Tim Curry was actually attached to voice Satan in the game and The Four Horsemen of the Apocalypse would be a survival horror title set post-Rapture. It’s a genuinely interesting premise, but gameplay footage leaves a lot to be desired. Given 3DO’s track record, as well, it’s perhaps for the best that the game was canned.
5 Ninja Gaiden
Ninja Gaiden is considered one of the best action games of its generation by those who got to play it, but its nature as an Xbox exclusive more or less ensured that it wouldn’t be able to have the same impact as, say, Devil May Cry 3. Ninja Gaiden is still brilliant, it’s just not popular because it wasn’t on the PS2.
It almost was, though. A port was indeed planned for the PlayStation 2, but it fell apart, keeping Ninja Gaiden exclusively on the Xbox. Whether or not this is for the best is debatable. On one hand, the PS2 would have given the series a longer life span. On the other hand, Ninja Gaiden 2 would almost certainly have been developed as a multi-platform title, suffering as a result.
4 Puyo Puyo Sun
The only franchise that can really rival Tetris when it comes to puzzle gameplay, Puyo Puyo has only been getting more popular in the west, but it’s always found its way to western markets through other means (Kirby’s Avalanche, Robotnik’s Mean Bean Machine.) The third Puyo Puyo game, Puyo Puyo Sun, was actually slated to be ported to the PS2.
Originally released for the N64, PS1, and Sega Saturn, a next gen port was only natural, but the game was cancelled. Instead, Sonic Team took over development for a prospective PS2 Puyo Puyo game, and the multi-platform Puyo Puyo Fever was born.
3 Ratchet & Clank: Tools Of Destruction
The Ratchet & Clank PS3 trilogy is pretty mediocre when compared to the original games on the PlayStation 2. They’re not all terrible, but there’s a noticeable step down from the PS2 games, to the point where fans wouldn’t be wrong to assume that this was a natural consequence of shifting generations.
Interestingly, Tools of Destruction was originally planned as a PlayStation 2 game.
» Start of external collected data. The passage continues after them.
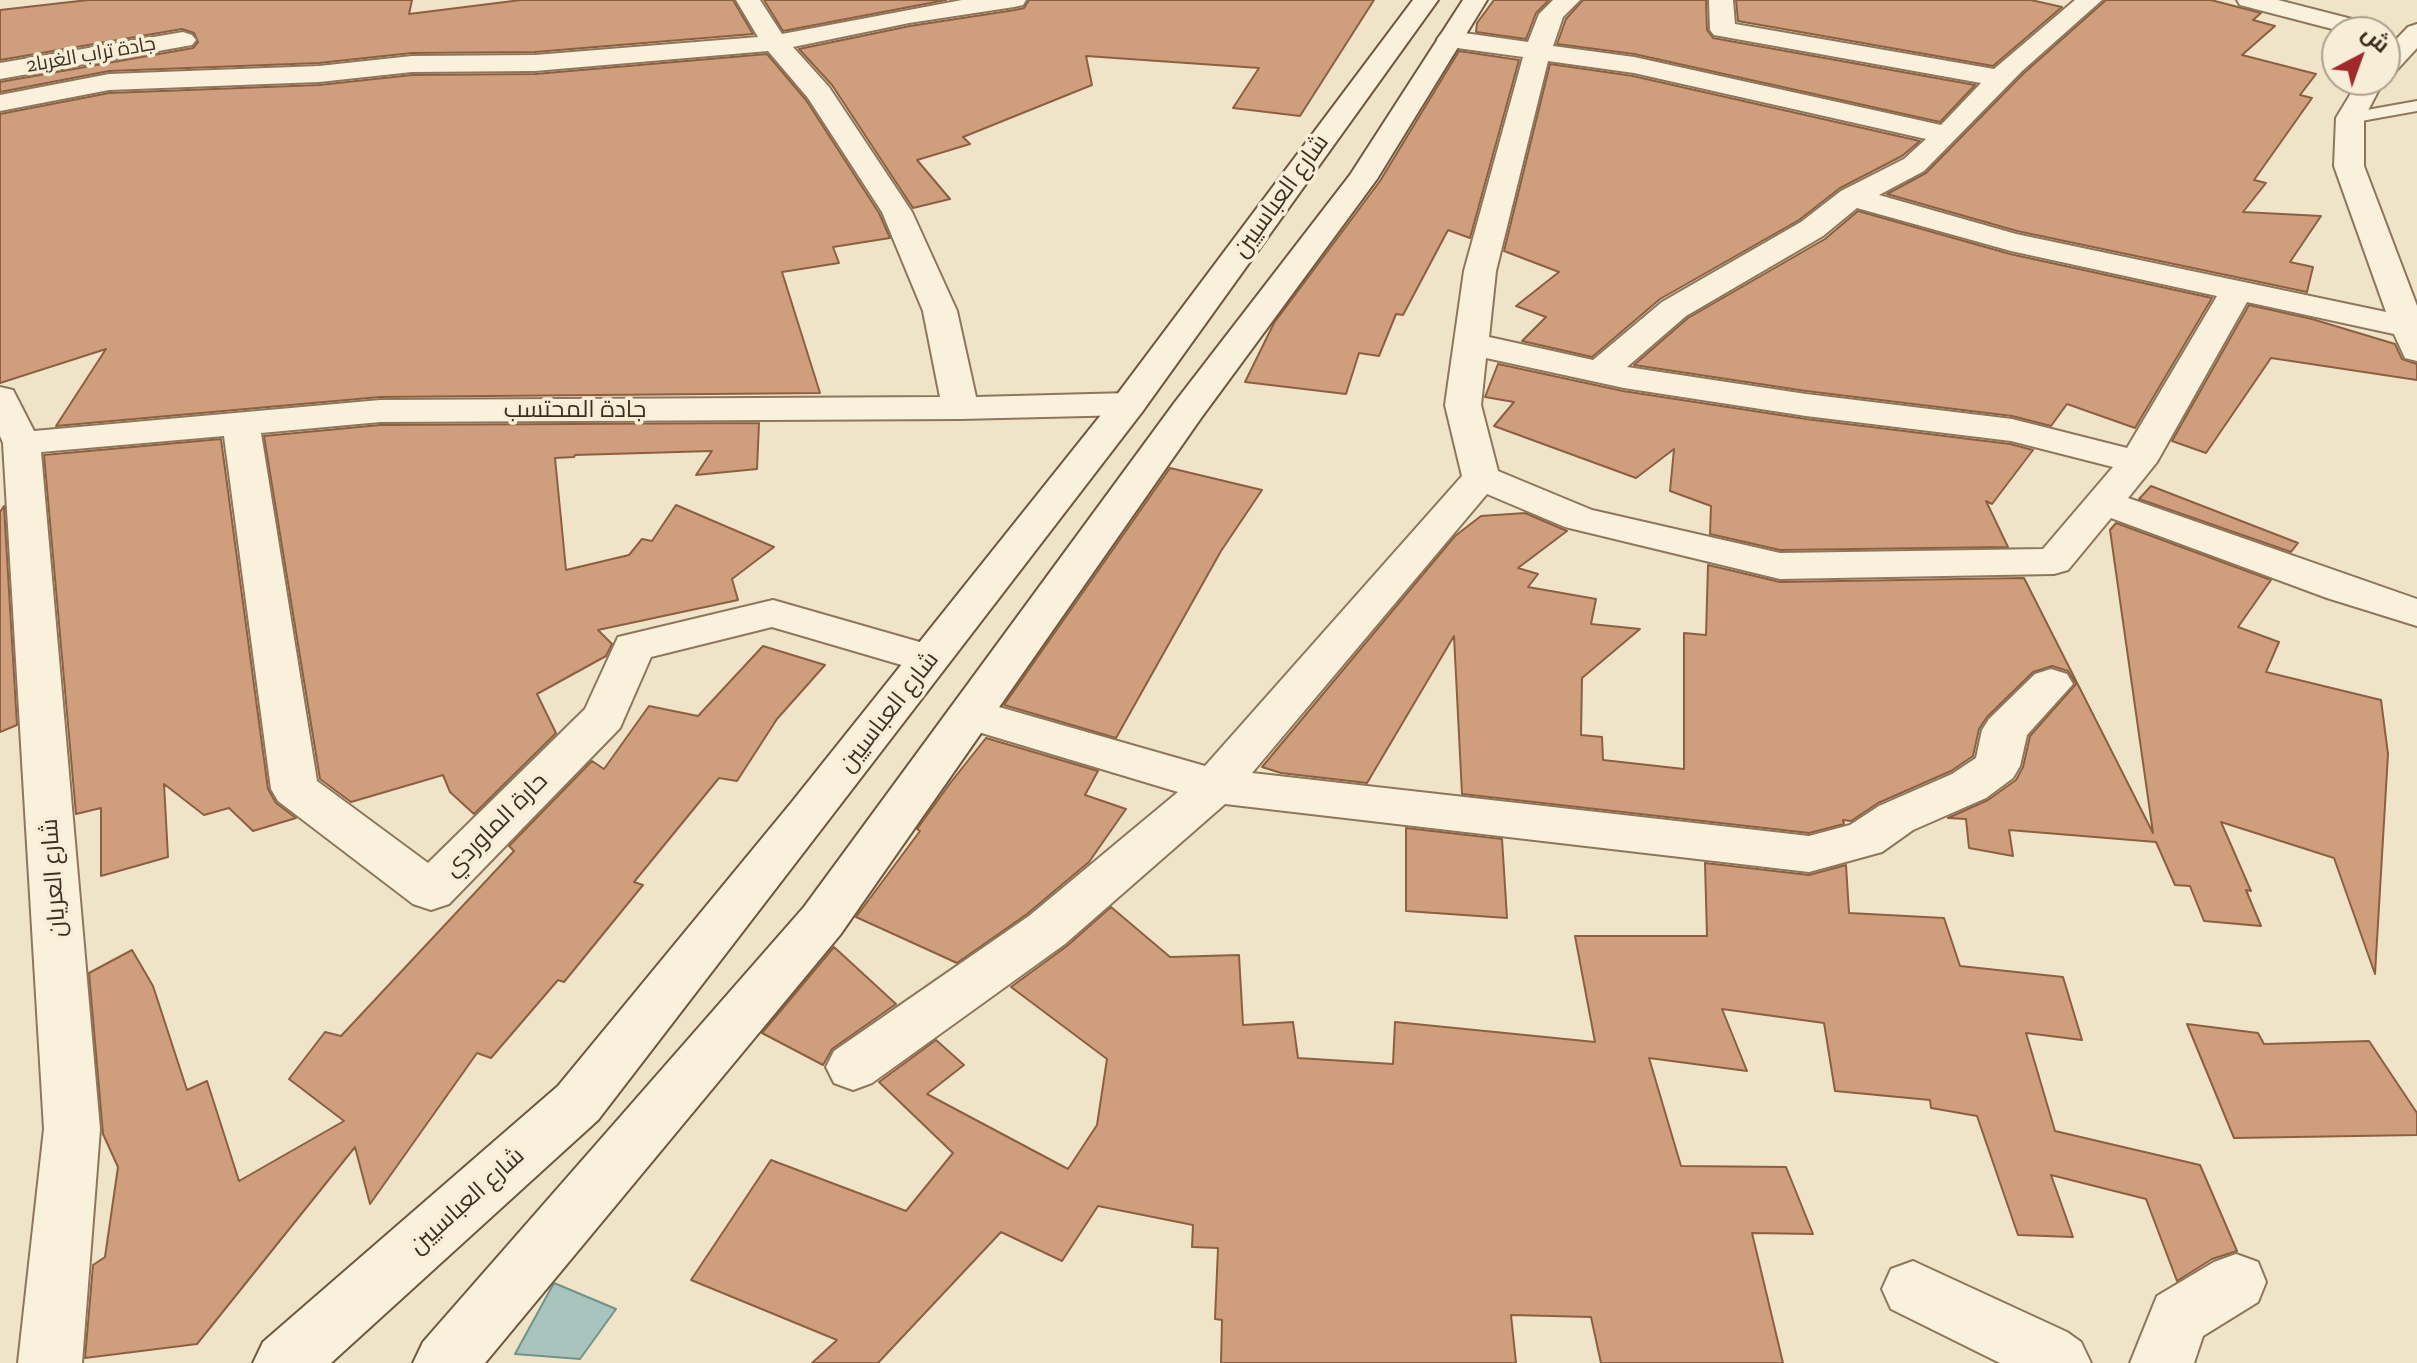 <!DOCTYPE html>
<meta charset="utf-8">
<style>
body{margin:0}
#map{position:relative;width:2417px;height:1363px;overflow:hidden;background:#f0e4c8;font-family:"Zilla Slab",Cairo,serif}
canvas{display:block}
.north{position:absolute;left:2321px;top:16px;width:80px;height:80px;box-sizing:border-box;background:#f7eed8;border:2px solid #ada18e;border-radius:50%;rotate:41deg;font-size:22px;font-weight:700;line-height:32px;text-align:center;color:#3d2e20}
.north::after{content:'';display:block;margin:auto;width:28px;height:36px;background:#9e2a2b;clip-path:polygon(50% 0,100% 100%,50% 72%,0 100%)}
</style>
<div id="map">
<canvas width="2417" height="1363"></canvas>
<div class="north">ش</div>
</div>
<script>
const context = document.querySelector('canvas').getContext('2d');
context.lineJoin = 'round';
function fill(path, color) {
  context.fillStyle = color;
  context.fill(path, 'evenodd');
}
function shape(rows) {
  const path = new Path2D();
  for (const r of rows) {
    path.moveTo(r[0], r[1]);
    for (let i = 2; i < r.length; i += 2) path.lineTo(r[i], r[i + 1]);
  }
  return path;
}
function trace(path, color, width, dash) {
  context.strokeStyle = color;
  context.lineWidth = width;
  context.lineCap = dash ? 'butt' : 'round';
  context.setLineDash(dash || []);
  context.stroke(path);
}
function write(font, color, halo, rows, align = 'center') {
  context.font = font + ' "Zilla Slab",Cairo,serif';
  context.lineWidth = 7;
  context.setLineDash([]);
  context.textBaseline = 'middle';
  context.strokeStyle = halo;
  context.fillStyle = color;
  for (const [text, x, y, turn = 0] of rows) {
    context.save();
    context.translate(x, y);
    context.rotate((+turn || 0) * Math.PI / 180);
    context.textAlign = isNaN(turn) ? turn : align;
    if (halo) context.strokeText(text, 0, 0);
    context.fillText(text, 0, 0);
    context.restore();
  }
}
const water = shape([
 [554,1283,616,1309,580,1359,515,1354,554,1283]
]);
fill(water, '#a9c4bc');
trace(water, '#6f938a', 2);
const building = shape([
 [88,0,412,0,409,14,521,0,733,0,753,34,535,52,412,53,319,63,109,71,0,92,0,82,193,48,198,42,194,33,182,29,0,60,0,10,88,0],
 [764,0,946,0,783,31,764,0],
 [1029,0,1374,0,1300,116,1233,108,1259,68,1086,56,1092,85,963,137,970,144,917,160,950,199,913,208,832,85,799,49,910,26,1015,10,1024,8,1029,0],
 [1494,0,1549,0,1536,13,1526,39,1476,32,1477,23,1494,0],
 [1583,0,1706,0,1707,30,1713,38,1975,85,1940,122,1634,54,1557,44,1566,19,1583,0],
 [1736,0,2031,0,2062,7,1993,66,1738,21,1736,0],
 [2106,0,2211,0,2261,13,2253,20,2275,26,2242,55,2316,74,2300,95,2312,98,2254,180,2266,183,2243,212,2321,216,2290,262,2313,267,2307,292,2017,231,1887,194,1926,173,2024,73,2106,0],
 [1459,51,1519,60,1470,238,1448,230,1403,315,1396,314,1379,356,1359,353,1346,394,1245,382,1274,323,1380,181,1459,51],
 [767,54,806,100,879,213,890,238,833,247,839,263,782,272,820,393,380,397,56,426,106,349,0,383,0,114,109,93,319,85,412,75,535,74,767,54],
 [1550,64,1633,76,1920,141,1902,156,1840,188,1799,220,1660,299,1592,357,1522,341,1546,317,1516,306,1559,272,1504,251,1550,64],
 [1858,211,2010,254,2212,298,2135,428,2067,404,2051,426,2012,416,1806,391,1634,365,1688,318,1825,239,1858,211],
 [2249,305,2312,319,2395,344,2402,359,2417,364,2417,380,2271,358,2206,453,2172,441,2249,305],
 [1498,364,1623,391,1806,419,2010,444,2033,450,1992,504,1986,501,2008,547,1780,550,1710,534,1711,506,1670,491,1674,449,1636,478,1494,426,1514,402,1485,397,1498,364],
 [759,423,757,469,696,475,712,451,575,455,574,457,555,458,566,570,629,555,642,539,652,541,676,505,774,547,732,579,738,600,598,630,612,644,606,656,537,694,556,733,474,814,450,792,443,775,351,802,320,779,264,436,380,425,759,423],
 [221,439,268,789,276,803,296,818,253,831,229,808,204,815,164,784,168,857,101,876,101,808,76,814,44,455,221,439],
 [1170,468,1262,490,1221,551,1116,738,1004,705,1170,468],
 [2151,486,2298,543,2291,552,2139,499,2151,486],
 [4,506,17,725,0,732,0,512,4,506],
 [1525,513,1567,531,1518,568,1538,574,1528,587,1596,599,1591,624,1640,629,1582,678,1581,735,1602,737,1603,760,1684,769,1684,633,1706,635,1708,565,1780,582,2024,578,2153,833,2110,530,2116,523,2271,580,2238,627,2279,642,2266,672,2381,700,2388,754,2375,974,2334,858,2221,822,2251,891,2246,890,2261,926,2204,921,2190,886,2175,885,2156,842,2009,830,2013,856,1969,848,1966,819,1948,818,1988,800,2016,780,2023,767,2030,736,2076,684,2068,671,2052,666,2033,672,1987,717,1979,729,1973,756,1951,771,1878,803,1851,821,1843,820,1844,824,1809,833,1462,794,1454,636,1367,783,1281,773,1262,767,1455,536,1481,516,1525,513],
 [763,646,825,665,777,719,737,781,719,778,634,882,643,885,564,982,558,980,491,1058,477,1053,370,1204,355,1147,197,1344,85,1358,93,1265,105,1257,118,1167,103,1134,89,973,132,950,153,986,187,1090,207,1081,239,1181,344,1121,289,1079,325,1032,341,1036,514,851,509,846,592,761,604,769,649,706,698,716,763,646],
 [986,738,1098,771,1085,795,1126,809,1089,862,1027,914,957,963,856,917,920,831,917,829,951,782,986,738],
 [1406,828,1502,839,1507,918,1406,911,1406,828],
 [1705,863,1809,875,1846,865,1849,913,1944,918,1960,966,2063,977,2082,1040,2026,1033,2055,1131,2200,1165,2237,1251,2212,1259,2177,1281,2146,1199,2051,1175,2073,1237,2018,1235,1977,1116,1931,1108,1930,1100,1835,1091,1824,1023,1722,1009,1747,1071,1649,1058,1681,1166,1786,1167,1813,1234,1752,1233,1783,1363,1601,1363,1591,1317,1511,1315,1516,1363,1221,1363,1222,1320,1215,1319,1218,1248,1192,1247,1193,1225,1098,1206,1062,1261,1001,1232,878,1363,812,1363,837,1340,691,1280,771,1160,906,1211,953,1153,879,1082,936,1040,964,1065,927,1094,1068,1169,1097,1125,1107,1059,1011,987,1067,946,1111,907,1170,957,1239,955,1243,1025,1293,1022,1298,1058,1393,1064,1395,1022,1595,1042,1575,936,1707,936,1705,863],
 [834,947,896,1004,832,1049,823,1065,762,1033,834,947],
 [2187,1024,2258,1033,2264,1044,2369,1041,2417,1113,2417,1135,2234,1138,2187,1024]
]);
fill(building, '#cf9f7d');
trace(building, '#8d5f41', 2);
const lane = shape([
 [2417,101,2417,111,2350,123,2342,118,2350,113,2417,101]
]);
const street = shape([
 [736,0,760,0,782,34,962,0,1026,0,1023,5,1014,7,909,23,793,47,829,87,912,212,957,311,976,397,1129,393,1142,396,1147,404,1142,412,1129,415,960,419,380,422,261,433,317,781,428,863,585,709,618,637,773,600,944,649,951,659,944,669,929,673,772,627,651,657,620,728,449,904,431,910,413,904,278,801,271,789,224,436,41,452,100,1129,82,1363,18,1363,44,1129,3,443,0,436,0,387,13,390,34,431,380,400,940,397,923,311,882,212,808,98,768,51,535,71,412,72,319,82,109,90,0,111,0,95,109,74,319,66,412,56,535,55,758,37,736,0],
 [1553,0,1580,0,1563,17,1553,46,1634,57,1941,125,1981,83,1714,35,1710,30,1709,0,1733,0,1735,24,1994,69,2075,0,2102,0,2022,71,1924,171,1879,195,2016,234,2386,312,2334,166,2336,118,2359,80,2385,78,2364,118,2364,166,2417,306,2417,361,2405,358,2394,334,2247,302,2157,462,2128,498,2417,599,2417,626,2327,598,2111,518,2068,570,2054,574,1780,579,1565,527,1487,494,1252,773,1809,836,1850,825,1879,806,1952,774,1976,758,1982,730,1989,719,2035,674,2051,669,2067,674,2073,684,2027,735,2020,766,2013,778,1986,798,1913,830,1882,852,1809,872,1225,804,1065,944,872,1083,853,1090,834,1083,826,1067,834,1051,1029,916,1178,792,955,725,949,714,955,703,971,699,1205,766,1462,476,1445,405,1464,271,1523,57,1450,47,1441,44,1437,39,1441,34,1450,31,1528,42,1539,14,1553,0],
 [1548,61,1634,73,1926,139,1904,159,1841,191,1801,222,1662,302,1593,360,1489,337,1496,271,1548,61],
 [1857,208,2011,251,2217,296,2127,448,2012,419,1806,394,1627,367,1686,316,1823,236,1857,208],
 [1486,358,1624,388,1806,416,2011,441,2113,467,2043,549,1780,553,1592,510,1498,471,1481,405,1486,358],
 [2237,0,2278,0,2383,27,2387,32,2385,35,2385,32,2344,32,2240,5,2237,0],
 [2417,24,2417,48,2394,73,2385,75,2385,51,2408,27,2417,24],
 [183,32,192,35,196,40,192,45,0,79,0,63,183,32],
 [2236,1254,2258,1262,2266,1282,2258,1302,2203,1336,2194,1363,2130,1363,2157,1296,2214,1262,2236,1254],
 [1913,1261,2067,1332,2081,1342,2091,1363,2000,1363,1891,1309,1882,1289,1891,1269,1913,1261]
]);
const secondary = shape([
 [1413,0,1438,0,1142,412,598,1120,331,1363,253,1363,263,1342,558,1086,791,803,1116,396,1413,0],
 [1463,0,1487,0,1377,179,1201,418,840,935,485,1363,413,1363,423,1342,804,907,1175,402,1350,175,1463,0]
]);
trace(lane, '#8d765c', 4);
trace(street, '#8d765c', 4);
trace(secondary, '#6f573f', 4);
fill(lane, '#faf1dc');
fill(street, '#faf1dc');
fill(secondary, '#faf1dc');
write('20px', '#3d2e20', '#f7eed8', [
 ["جادة تراب الغربا2",91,55,-10]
]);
write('24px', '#3d2e20', '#f7eed8', [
 ["شارع العباسيين",1281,196,-54],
 ["جادة المحتسب",575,410],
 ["شارع العباسيين",889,712,-52],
 ["حارة الماوردي",496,825,-45],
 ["شارع العريان",54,878,-94],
 ["شارع العباسيين",467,1201,-42]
]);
</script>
As the least offensive of the PS3 sequels, this does make sense. It perhaps wouldn’t have meshed in as naturally as Deadlocked, but Ratchet & Clank: Tools of Destruction may have actually fared better with a limited scope.
2 Spawn: In The Demon’s Hand
A Dreamcast exclusive, Spawn: In The Demon’s Hand wasn’t exactly a critical darling at release, but it’s a far better game than its metacritic score seems to indicate. If nothing else, it’s far and away the best Spawn game there is. Hunting down a Dreamcast may be tricky, but it’s worth it.
Interestingly, the title was specifically being ported to the PS2 as a launch title. Given that Capcom had both developed and published the game, it isn’t as if they would have run out of resources to complete the port. For whatever reasons, however, Capcom quietly cancelled the game.
1 StarCraft: Ghost
StarCraft: Ghost is probably the most tragic game on this list if only because of how well documented its development was. The game seemed on the path towards healthy completion for the most part, but development was slow enough where its scheduled release date of 2005 also saw the Xbox 360’s release.
Naturally, the 360 would cannibalize any multi-platform games at the time. Blizzard also seemed to struggle with development behind the scenes, eating up even more time that Blizzard couldn’t afford. Unfortunately, this is a realistic fate of many late-gen titles. Releasing too close to a new console’s launch can kill a game.